Procédure contentieuse antérieure :

Mme C... a demandé au tribunal administratif de Caen d'annuler la décision implicite par laquelle le préfet du Calvados a refusé de lui délivrer un titre de séjour portant la mention " vie privée et familiale " ou " salarié ". Par une demande distincte, elle a également sollicité l'annulation de l'arrêté du 7 juin 2024 du préfet du Calvados portant refus de titre de séjour, obligation de quitter le territoire français dans un délai de trente jours, fixation de son pays de renvoi et interdiction de retour sur le territoire français pour une durée d'un an.

Par un jugement n° 2302181, 2402005 du 22 novembre 2024, le tribunal administratif de Caen a rejeté sa demande.

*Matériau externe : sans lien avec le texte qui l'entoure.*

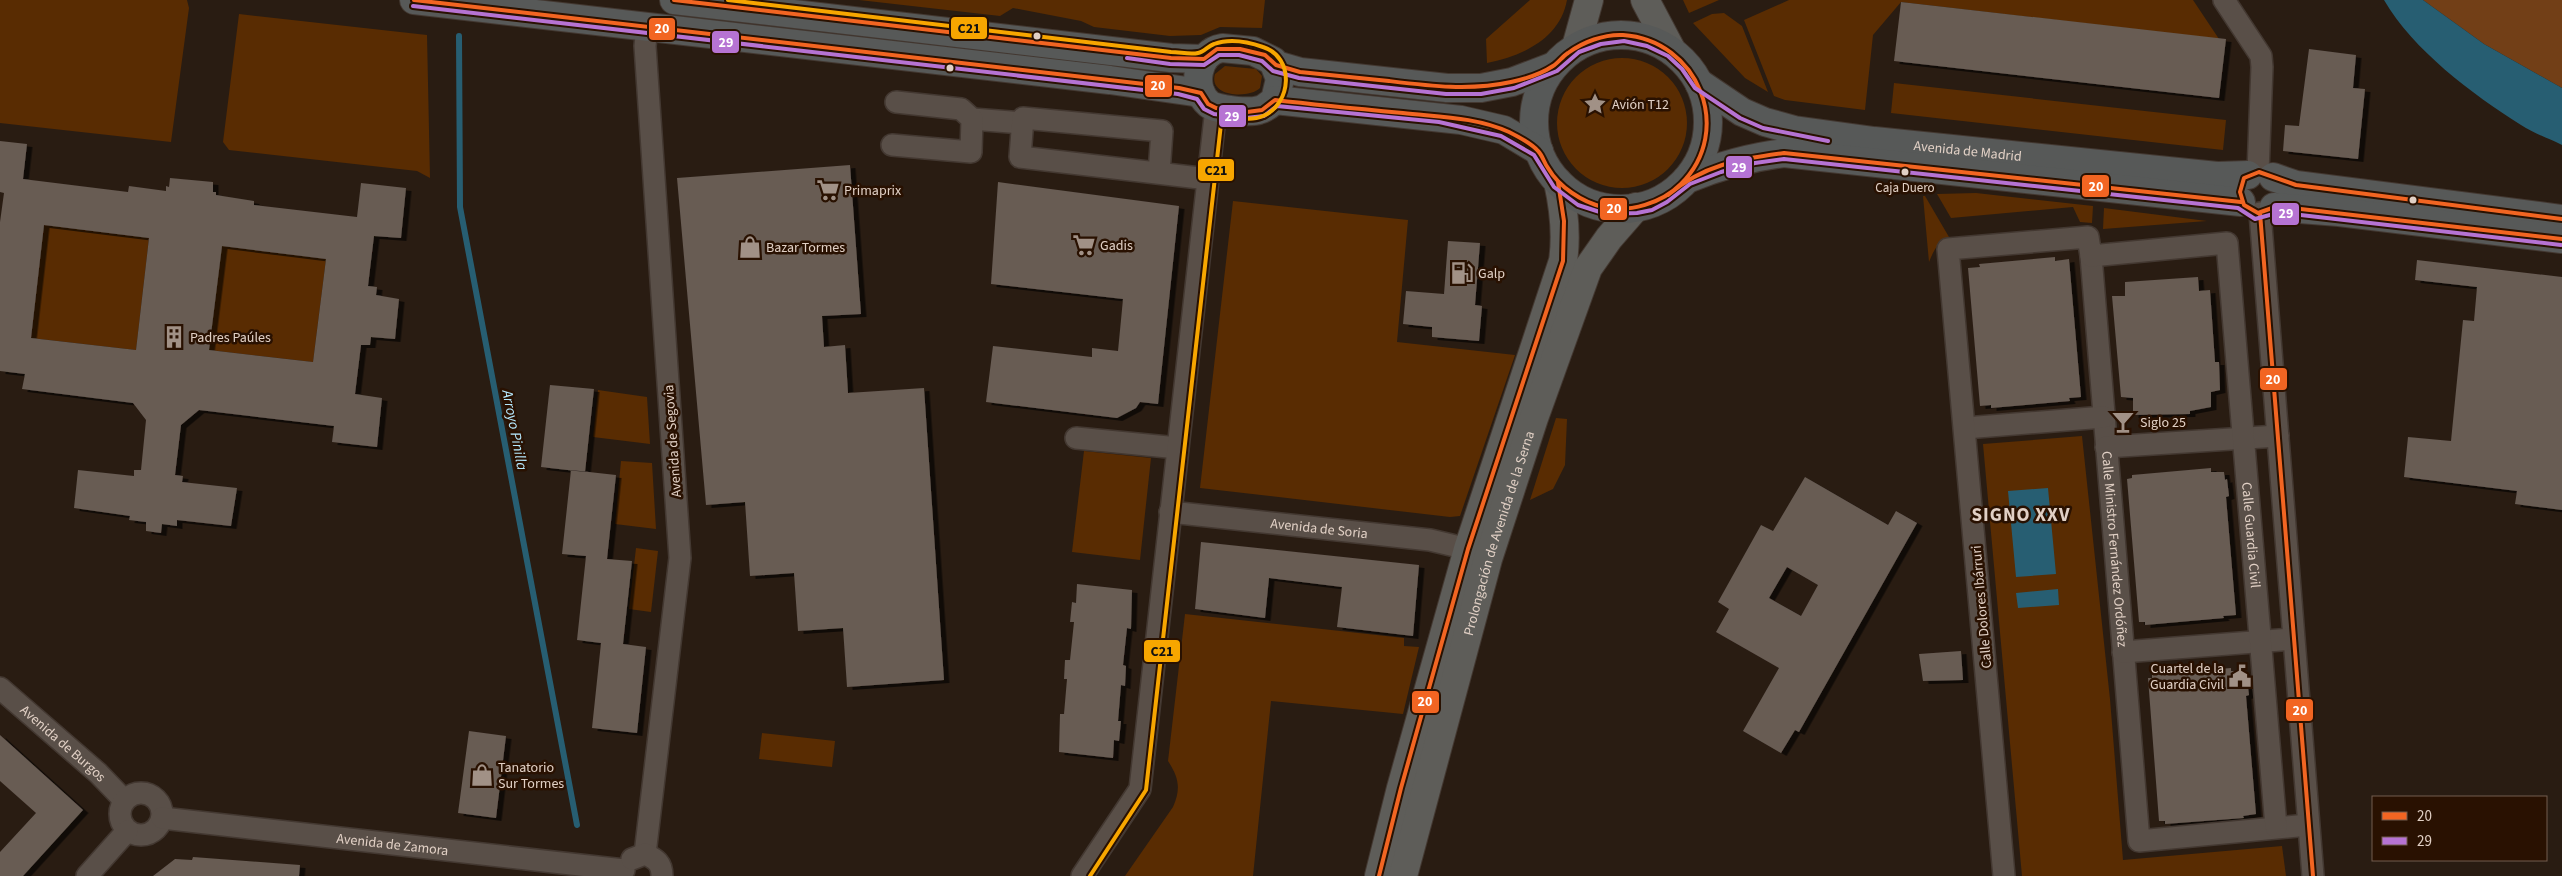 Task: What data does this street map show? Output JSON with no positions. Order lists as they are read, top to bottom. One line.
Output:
{"streets":{"highway":["Avenida de Madrid"],"main road":["Prolongación de Avenida de la Serna"],"street":["Avenida de Segovia","Avenida de Soria","Calle Guardia Civil","Calle Ministro Fernández Ordóñez","Calle Dolores Ibárruri","Avenida de Burgos","Avenida de Zamora"]},"crossings":[["Avenida de Madrid","Prolongación de Avenida de la Serna"],["Avenida de Soria","Prolongación de Avenida de la Serna"],["Calle Guardia Civil","Calle Ministro Fernández Ordóñez"],["Calle Ministro Fernández Ordóñez","Calle Dolores Ibárruri"],["Avenida de Burgos","Avenida de Zamora"]],"districts":["SIGNO XXV"],"water":["Arroyo Pinilla"],"places":{"place":["Avión T12"],"other":["Caja Duero"],"supermarket":["Primaprix","Gadis"],"shop":["Bazar Tormes","Tanatorio Sur Tormes"],"fuel station":["Galp"],"building":["Padres Paúles"],"bar":["Siglo 25"],"public building":["Cuartel de la Guardia Civil"]},"lines":["transit line 20","transit line C21","transit line 29"],"legend":["20","29"]}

Procédure devant la cour :

Par une requête enregistrée le 26 décembre 2024, Mme C..., représentée par Me Cavelier, demande à la cour :

1°) d'annuler ce jugement du tribunal administratif de Caen du 22 novembre 2024 ;

2°) d'annuler l'arrêté du 7 juin 2024 ;

3°) d'enjoindre au préfet du Calvados de lui délivrer un titre de séjour portant la mention " vie privée et familiale " ou " salarié " dans un délai de deux mois à compter de la notification de l'arrêt à intervenir ou, à titre subsidiaire, de réexaminer sa situation et dans l'attente de lui délivrer une autorisation provisoire de séjour ;

4°) de mettre à la charge de l'Etat le versement à son conseil, qui renonce à percevoir la part contributive de l'Etat au titre de l'aide juridictionnelle, d'une somme de 1 200 euros sur le fondement des dispositions combinées des articles L. 761-1 du code de justice administrative et 37 de la loi n° 91-647 du 10 juillet 1991.

Elle soutient que :

- la décision contestée est entachée d'une erreur de droit ; l'article L. 435-2 du code de l'entrée et du séjour des étrangers et du droit d'asile ne prévoit pas qu'elle doive justifier d'une situation familiale particulière en France ; de plus, le préfet priorise la condition relative à sa situation familiale par rapport aux perspectives d'intégration en France, qui n'implique pas un contrat de travail ou une promesse d'embauche, ni même la réalisation d'une formation professionnelle précise ; en outre, ces dispositions n'interdisent pas la délivrance d'un titre de séjour à un étranger qui a fait l'objet d'une obligation de quitter le territoire français ou a séjourné irrégulièrement en France ;

- le préfet a entaché son arrêté d'une erreur manifeste d'appréciation et méconnu les stipulations de l'article 8 de la convention européenne de sauvegarde des droits de l'homme et des libertés fondamentales ; elle justifie en effet de perspective d'embauche dans deux domaines où il existe des besoins ; ses trois enfants résident régulièrement en France et elle n'a plus d'attaches familiales dans son pays d'origine ;

- la décision portant obligation de quitter le territoire français est contraire aux stipulations de l'article 8 de la convention européenne de sauvegarde des droits de l'homme et des libertés fondamentales ;

- la décision portant interdiction de retour sur le territoire français pour une durée d'un an est entachée d'une erreur manifeste d'appréciation et est contraire aux stipulations de l'article 8 de la convention européenne de sauvegarde des droits de l'homme et des libertés fondamentales ;

Par un mémoire en défense, enregistré le 3 février 2025, le préfet du Calvados conclut au rejet de la requête.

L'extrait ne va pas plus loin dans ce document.